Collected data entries
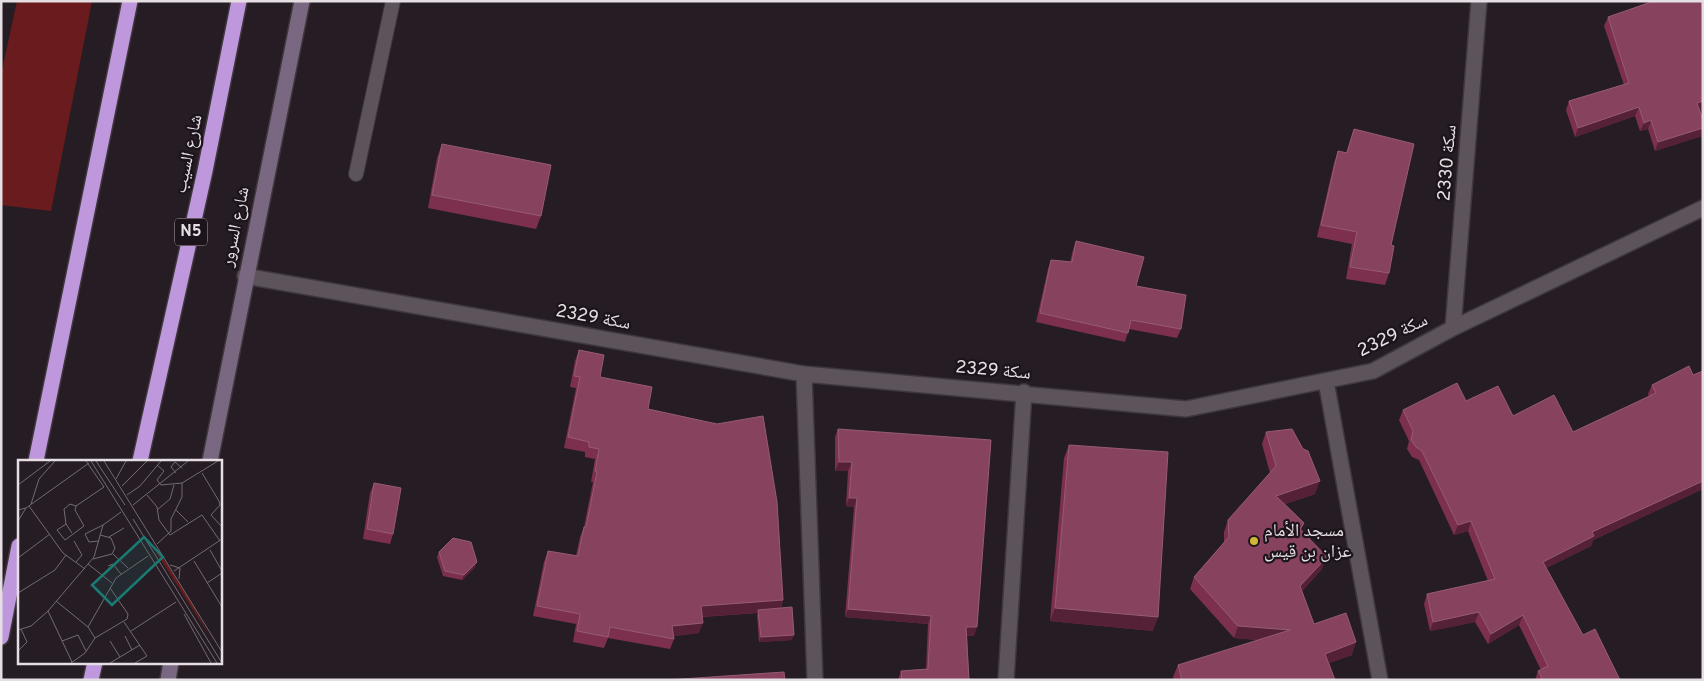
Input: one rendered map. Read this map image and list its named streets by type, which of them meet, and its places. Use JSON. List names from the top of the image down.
{
  "streets": {
    "highway": ["شارع السيب", "N5"],
    "street": ["سكة 2330", "شارع السرور", "سكة 2329"]
  },
  "crossings": [
    ["سكة 2330", "سكة 2329"],
    ["شارع السرور", "سكة 2329"]
  ],
  "places": ["مسجد الأمام عزان بن قيس"]
}
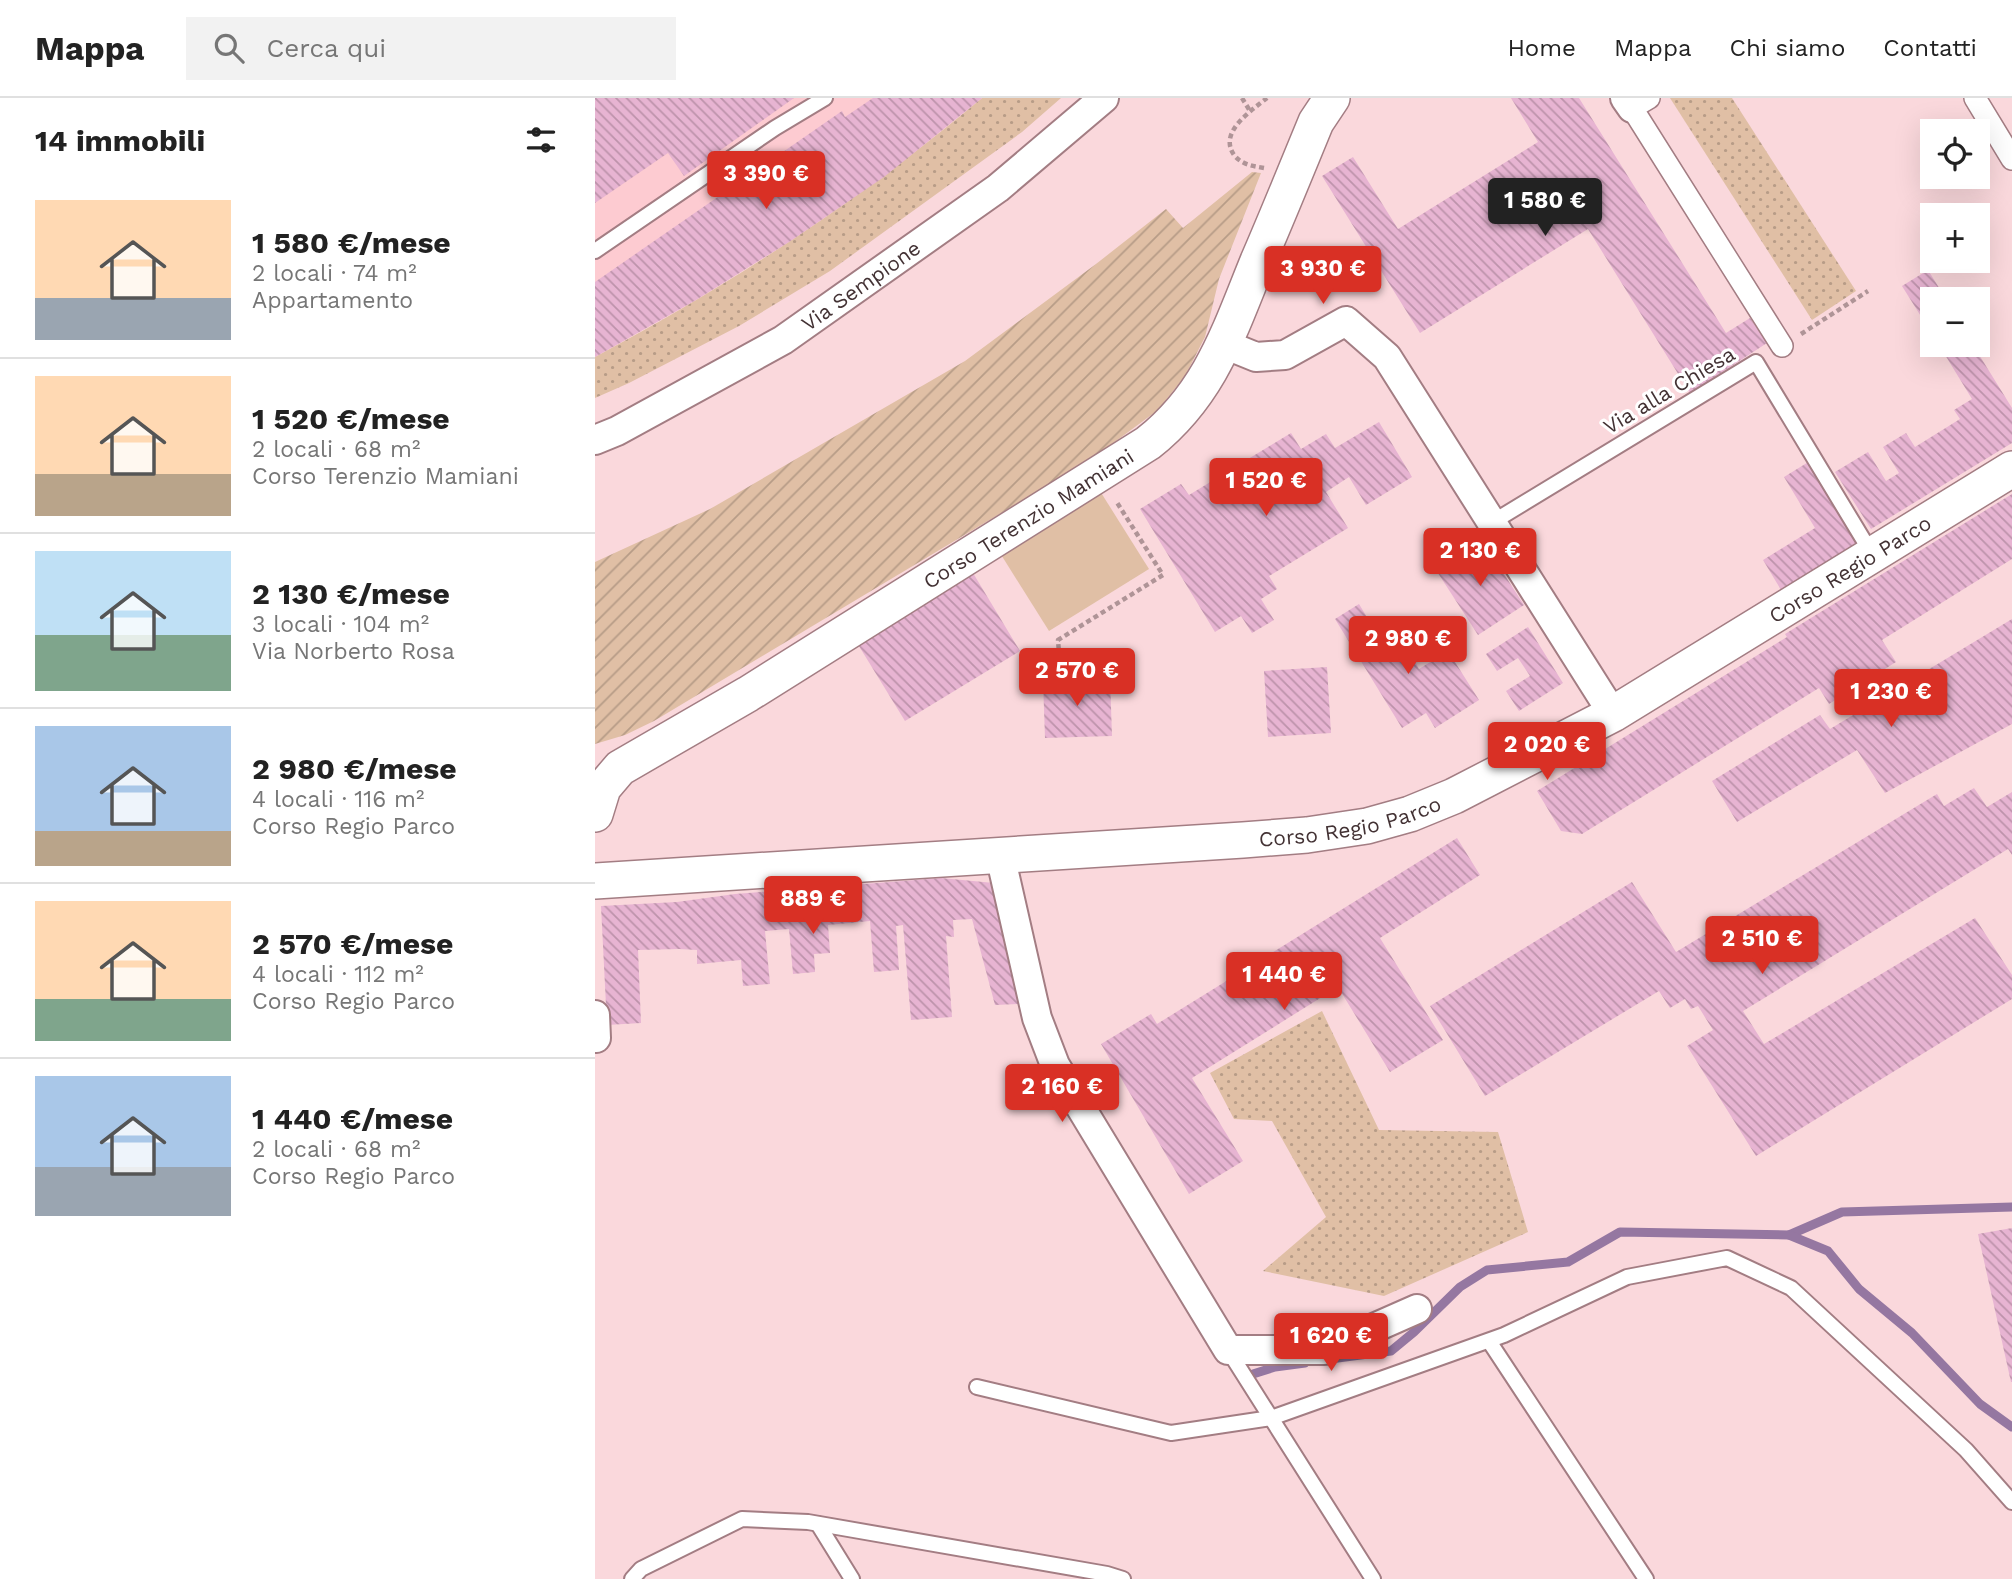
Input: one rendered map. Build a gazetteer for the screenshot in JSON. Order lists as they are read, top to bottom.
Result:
{
  "streets": {
    "street": ["Via Sempione", "Corso Terenzio Mamiani", "Corso Regio Parco"],
    "lane": ["Via alla Chiesa"]
  },
  "crossings": [
    ["Via alla Chiesa", "Corso Regio Parco"]
  ],
  "page": {
    "header": "Mappa",
    "search": "Cerca qui",
    "nav": [
      "Home",
      "Mappa",
      "Chi siamo",
      "Contatti"
    ],
    "heading": "14 immobili",
    "map_buttons": ["+", "−"],
    "price": [
      "3 390 €",
      "1 580 €",
      "3 930 €",
      "1 520 €",
      "2 130 €",
      "2 980 €",
      "2 570 €",
      "1 230 €",
      "2 020 €",
      "889 €",
      "2 510 €",
      "1 440 €",
      "2 160 €",
      "1 620 €"
    ],
    "list": [
      {
        "name": "1 580 €/mese",
        "note": "2 locali · 74 m² · Appartamento"
      },
      {
        "name": "1 520 €/mese",
        "note": "2 locali · 68 m² · Corso Terenzio Mamiani"
      },
      {
        "name": "2 130 €/mese",
        "note": "3 locali · 104 m² · Via Norberto Rosa"
      },
      {
        "name": "2 980 €/mese",
        "note": "4 locali · 116 m² · Corso Regio Parco"
      },
      {
        "name": "2 570 €/mese",
        "note": "4 locali · 112 m² · Corso Regio Parco"
      },
      {
        "name": "1 440 €/mese",
        "note": "2 locali · 68 m² · Corso Regio Parco"
      }
    ]
  }
}
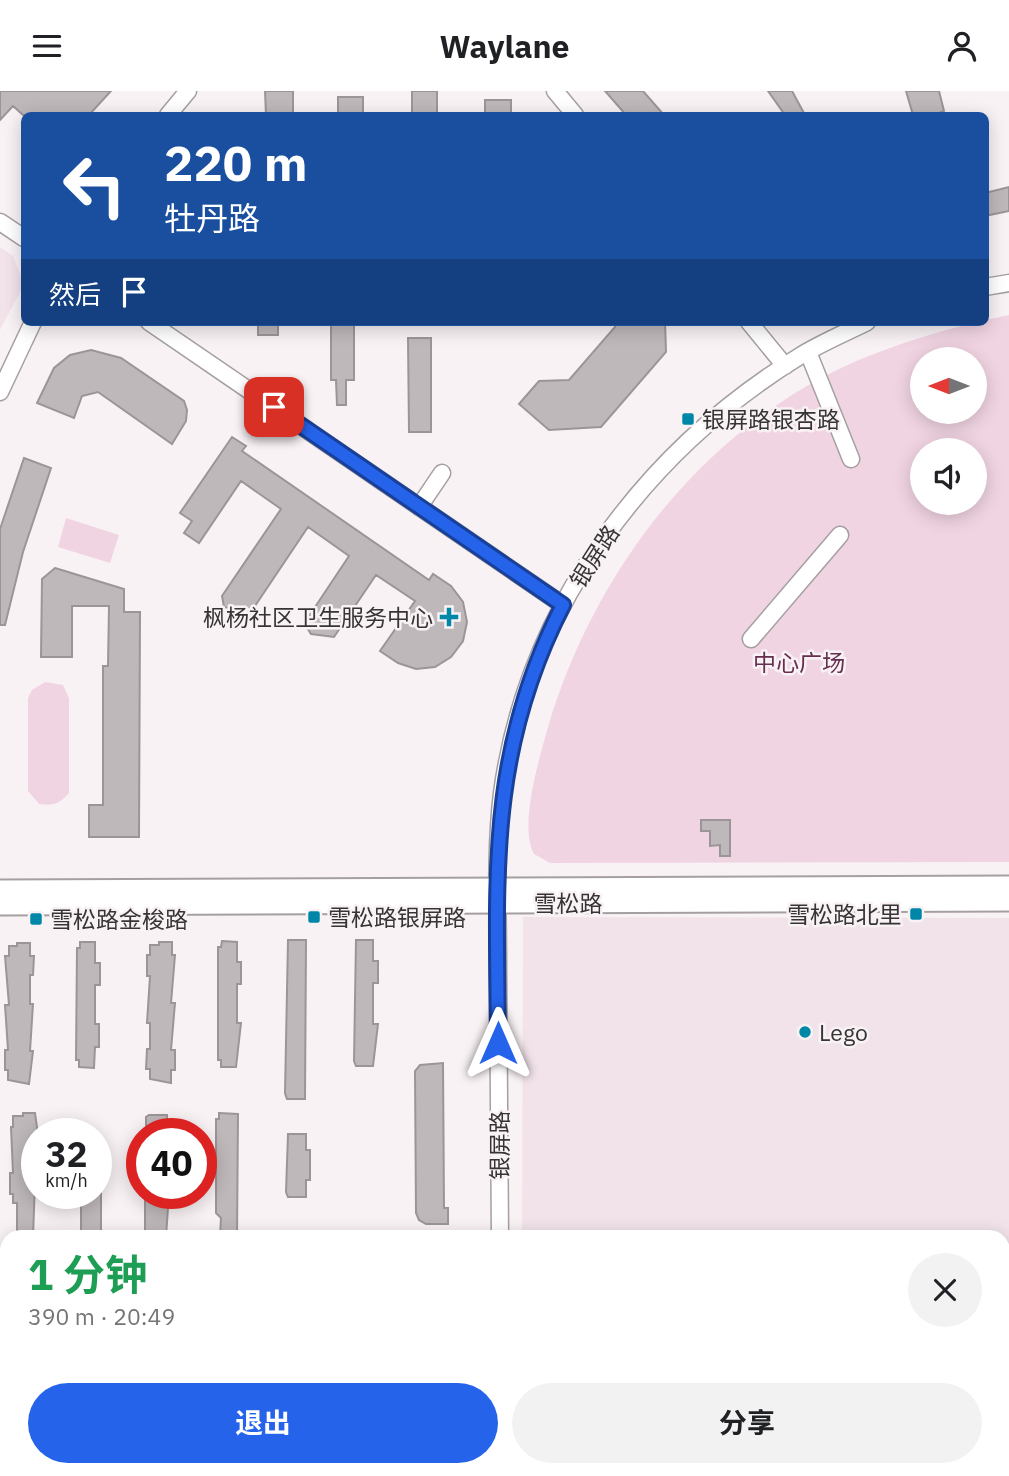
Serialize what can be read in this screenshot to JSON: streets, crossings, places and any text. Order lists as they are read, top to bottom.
{
  "streets": {
    "main road": ["雪松路"],
    "street": ["银屏路"]
  },
  "crossings": [
    ["银屏路", "雪松路"]
  ],
  "parks": ["中心广场"],
  "places": {
    "transit": [
      "银屏路银杏路",
      "雪松路北里",
      "雪松路银屏路",
      "雪松路金梭路"
    ],
    "health": ["枫杨社区卫生服务中心"],
    "other": ["Lego"]
  },
  "north": "left",
  "page": {
    "header": "Waylane",
    "turn": ["220 m", "牡丹路"],
    "then": "然后",
    "speed": "32 km/h",
    "limit": "40",
    "heading": ["1 分钟", "390 m · 20:49"],
    "buttons": ["退出", "分享"]
  }
}
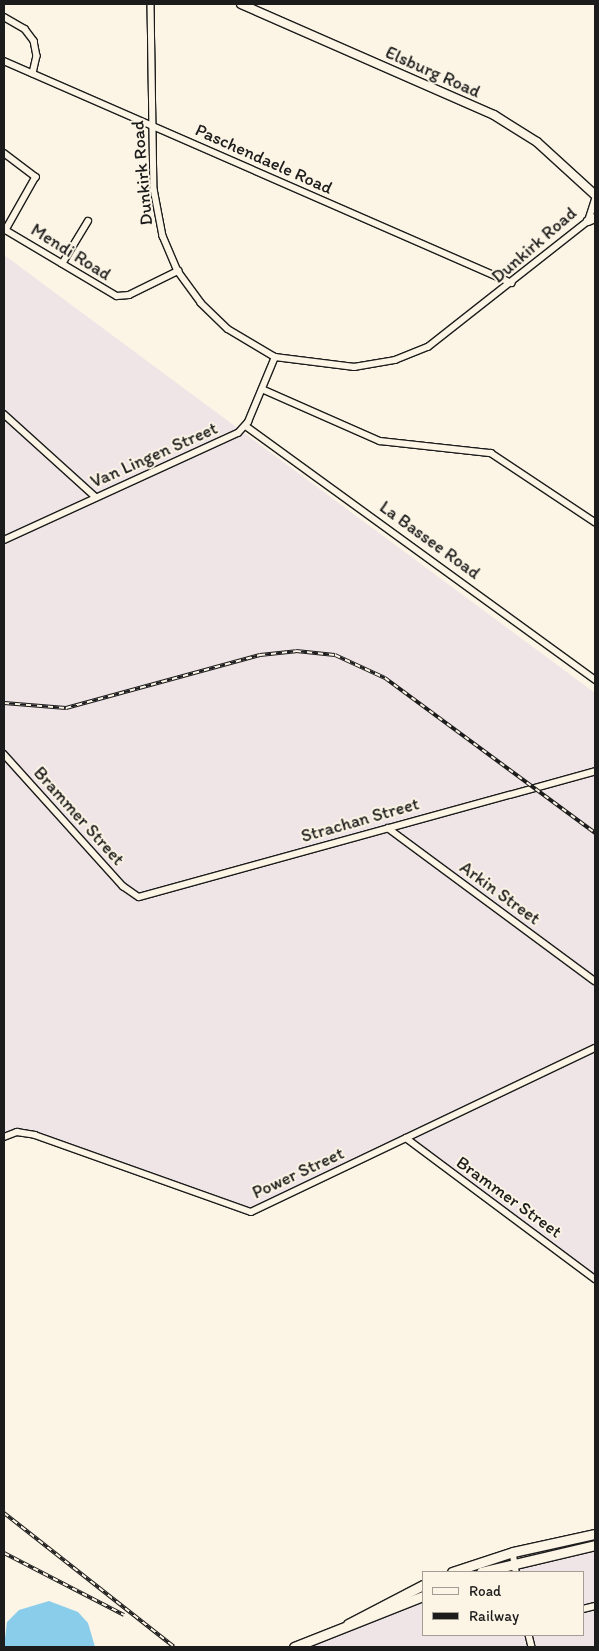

WHAT THE TASK REQUIRES
Before printing the records again, strip out the pictures; change nothing else.

ANSWER TO THIS EXERCISE
Input: one rendered map. Read this map image and list its named streets by type, which of them meet, and its places. Use JSON. List names from the top of the image down.
{
  "streets": {
    "highway": ["شارع السيب", "N5"],
    "street": ["سكة 2330", "شارع السرور", "سكة 2329"]
  },
  "crossings": [
    ["سكة 2330", "سكة 2329"],
    ["شارع السرور", "سكة 2329"]
  ],
  "places": ["مسجد الأمام عزان بن قيس"]
}
Input: one rendered map. Build a gazetteer for the screenshot in JSON. Order lists as they are read, top to bottom.
Result:
{
  "streets": {
    "street": ["Via Sempione", "Corso Terenzio Mamiani", "Corso Regio Parco"],
    "lane": ["Via alla Chiesa"]
  },
  "crossings": [
    ["Via alla Chiesa", "Corso Regio Parco"]
  ],
  "page": {
    "header": "Mappa",
    "search": "Cerca qui",
    "nav": [
      "Home",
      "Mappa",
      "Chi siamo",
      "Contatti"
    ],
    "heading": "14 immobili",
    "map_buttons": ["+", "−"],
    "price": [
      "3 390 €",
      "1 580 €",
      "3 930 €",
      "1 520 €",
      "2 130 €",
      "2 980 €",
      "2 570 €",
      "1 230 €",
      "2 020 €",
      "889 €",
      "2 510 €",
      "1 440 €",
      "2 160 €",
      "1 620 €"
    ],
    "list": [
      {
        "name": "1 580 €/mese",
        "note": "2 locali · 74 m² · Appartamento"
      },
      {
        "name": "1 520 €/mese",
        "note": "2 locali · 68 m² · Corso Terenzio Mamiani"
      },
      {
        "name": "2 130 €/mese",
        "note": "3 locali · 104 m² · Via Norberto Rosa"
      },
      {
        "name": "2 980 €/mese",
        "note": "4 locali · 116 m² · Corso Regio Parco"
      },
      {
        "name": "2 570 €/mese",
        "note": "4 locali · 112 m² · Corso Regio Parco"
      },
      {
        "name": "1 440 €/mese",
        "note": "2 locali · 68 m² · Corso Regio Parco"
      }
    ]
  }
}
Serialize what can be read in this screenshot to JSON: streets, crossings, places and any text. Order lists as they are read, top to bottom.
{
  "streets": {
    "main road": ["雪松路"],
    "street": ["银屏路"]
  },
  "crossings": [
    ["银屏路", "雪松路"]
  ],
  "parks": ["中心广场"],
  "places": {
    "transit": [
      "银屏路银杏路",
      "雪松路北里",
      "雪松路银屏路",
      "雪松路金梭路"
    ],
    "health": ["枫杨社区卫生服务中心"],
    "other": ["Lego"]
  },
  "north": "left",
  "page": {
    "header": "Waylane",
    "turn": ["220 m", "牡丹路"],
    "then": "然后",
    "speed": "32 km/h",
    "limit": "40",
    "heading": ["1 分钟", "390 m · 20:49"],
    "buttons": ["退出", "分享"]
  }
}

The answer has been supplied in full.